Lisa Frank (born April 21, 1955) is an American businesswoman, the founder of Lisa Frank Incorporated, headquartered in Tucson, Arizona. She is known for producing whimsical commercial design for school supplies and other products that are primarily marketed to children.

Early life
Frank's father was an art collector and introduced her to the work of such Pop Art artists as Peter Max. Frank is a 1972 graduate of the Cranbrook Kingswood School, a preparatory school in Bloomfield Hills, Michigan.

Work 
Frank is the founder and CEO of Lisa Frank Incorporated. After moving from the Detroit, Michigan, area to Tucson, Arizona, in the 1970s to study art at the University of Arizona, she founded the children's jewelry company Sticky Fingers, which became Lisa Frank Inc. circa 1979 when she was 24. She continues to lead it as of 2019. Her corporation's artwork features rainbow and neon colors and stylized depictions of animals, including dolphins, pandas, and unicorns. In the 1980s and 1990s, her products – including school supplies such as lunchboxes and Trapper Keepers, as well as toys and stickers – were popular among elementary and middle school-aged girls. The company's headquarters is in Tucson, Arizona. The company no longer produces its own products and as of at least 2018 licenses its name to smaller companies.

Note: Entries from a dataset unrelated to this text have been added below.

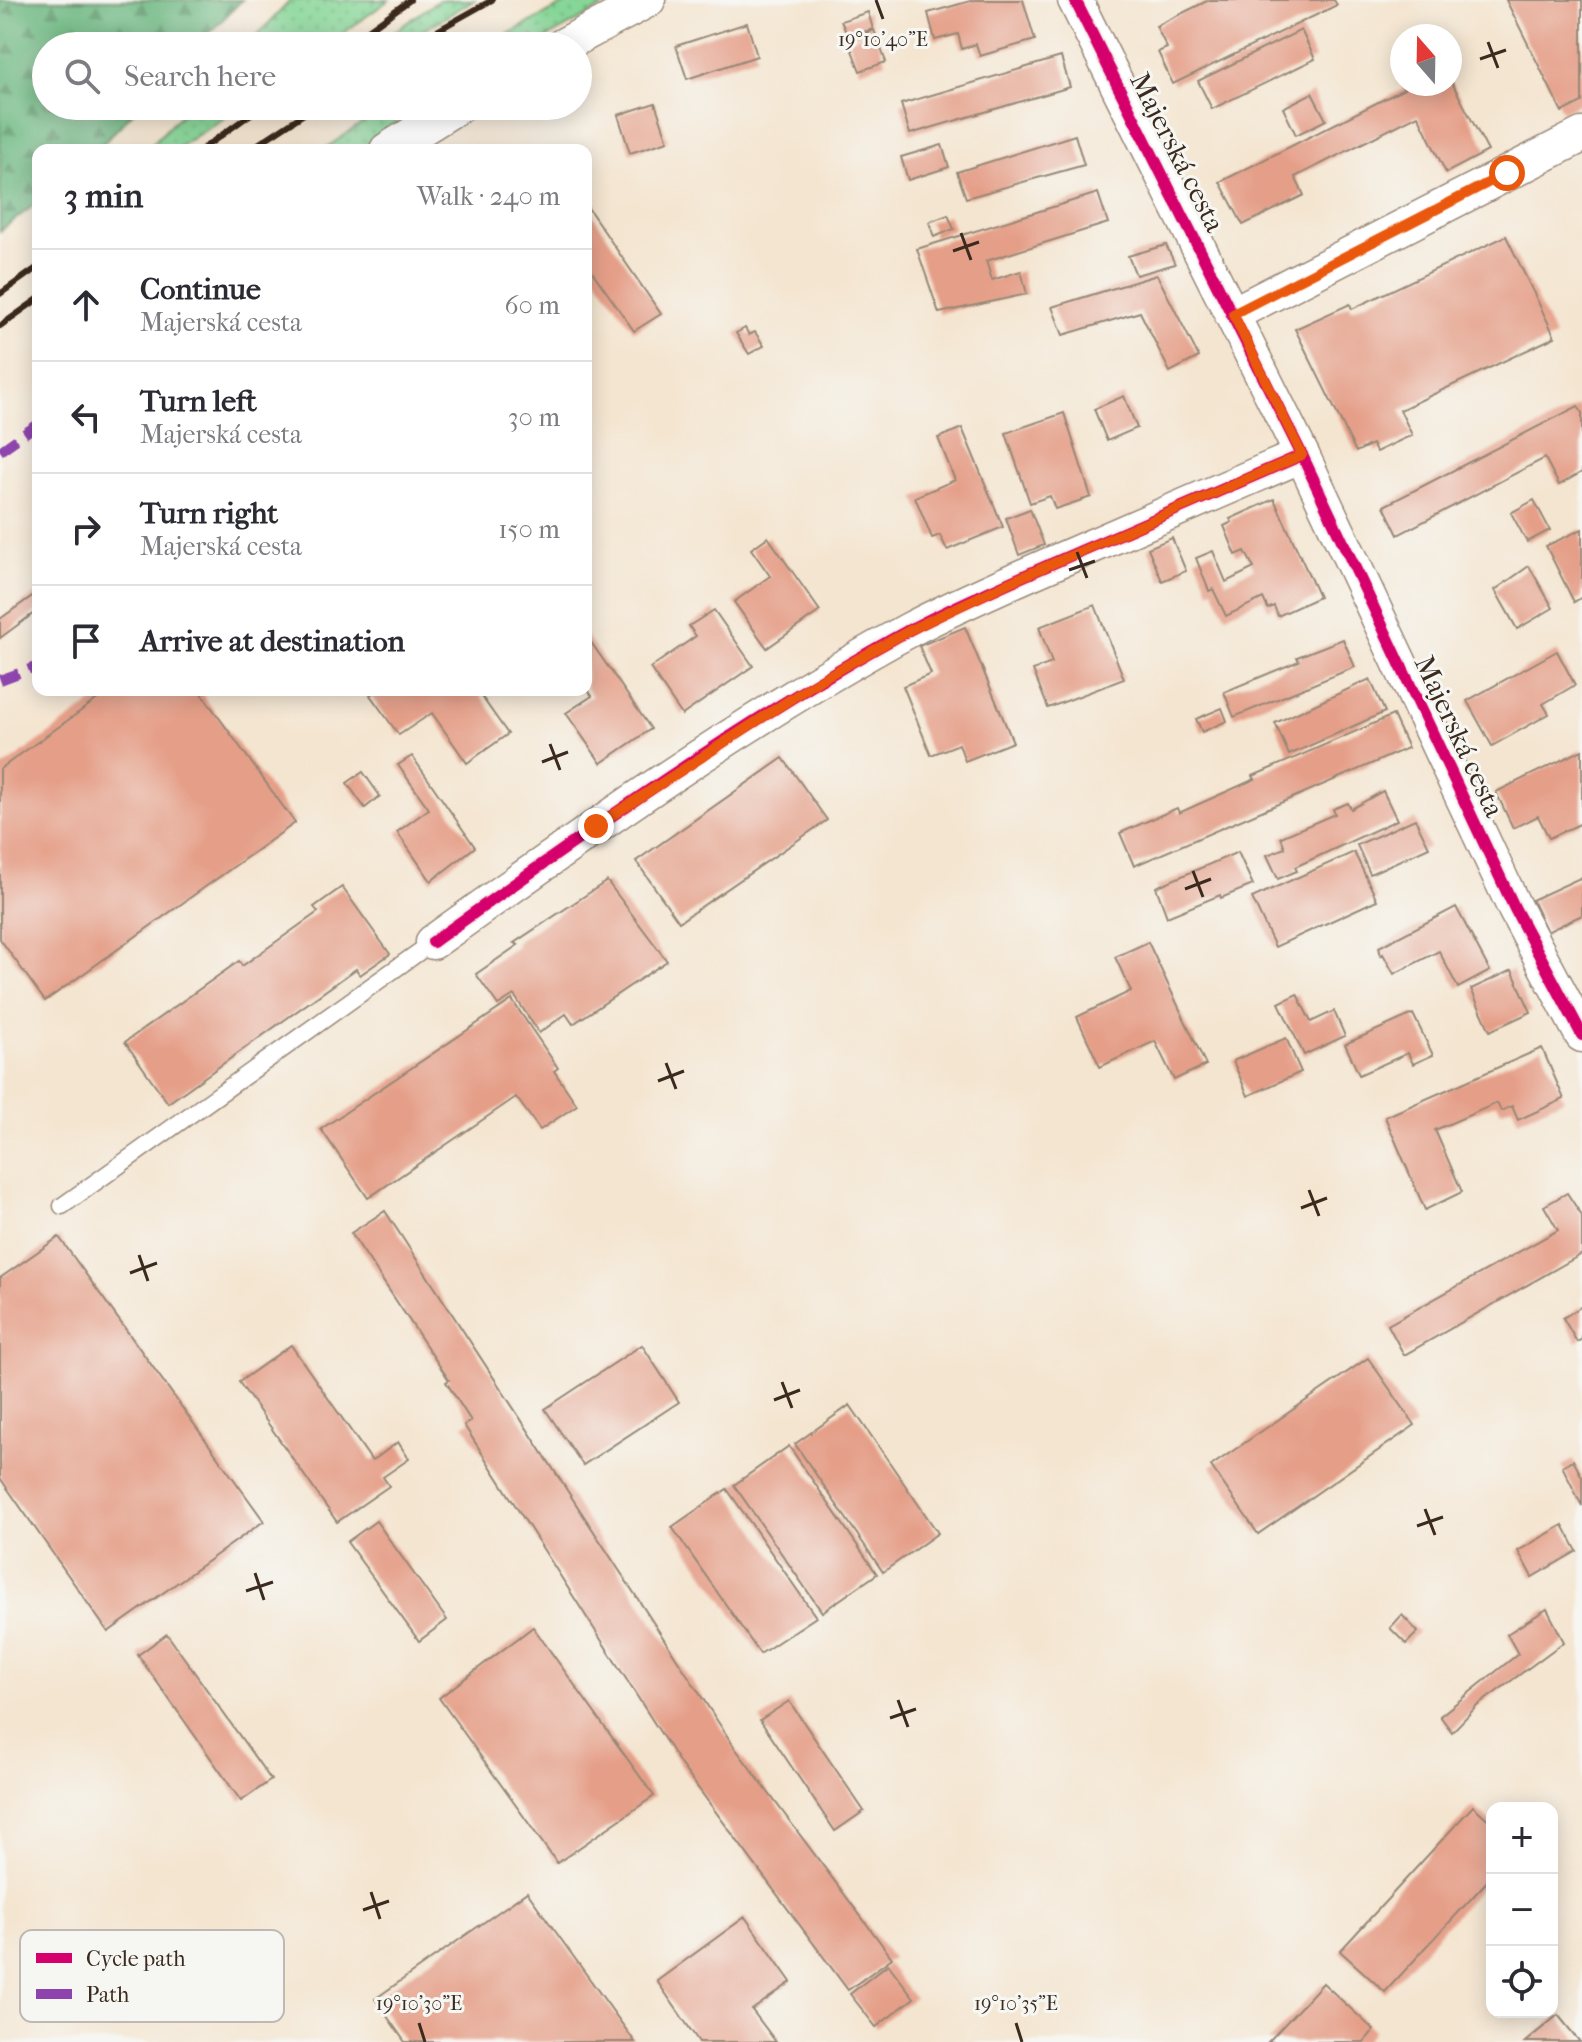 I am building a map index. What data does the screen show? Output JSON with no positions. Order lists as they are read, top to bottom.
{
  "streets": {
    "street": ["Majerská cesta"]
  },
  "legend": ["Cycle path", "Path"],
  "north": "top",
  "page": {
    "search": "Search here",
    "heading": ["3 min", "Walk · 240 m"],
    "list": [
      ["Continue", "Majerská cesta", "60 m"],
      ["Turn left", "Majerská cesta", "30 m"],
      ["Turn right", "Majerská cesta", "150 m"],
      "Arrive at destination"
    ],
    "map_buttons": ["+", "−"]
  },
  "coordinates": ["19°10'40\"E", "19°10'30\"E", "19°10'35\"E"]
}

In 2011, she launched a colorful line of clothing.

Collaborations 
Frank partnered with Reebok to release two versions of limited-release Reebok Classic Leathers shoes in 2017.

In 2017, Frank was partnering with producer Jon Shestack to develop a movie inspired by her work.

In 2019, Frank designed the logo for John Mayer's Instagram television series, Current Mood.

Personal life 

Frank is "notoriously elusive and private." In a 2012 interview video with Urban Outfitters, the company agreed to obscure her face.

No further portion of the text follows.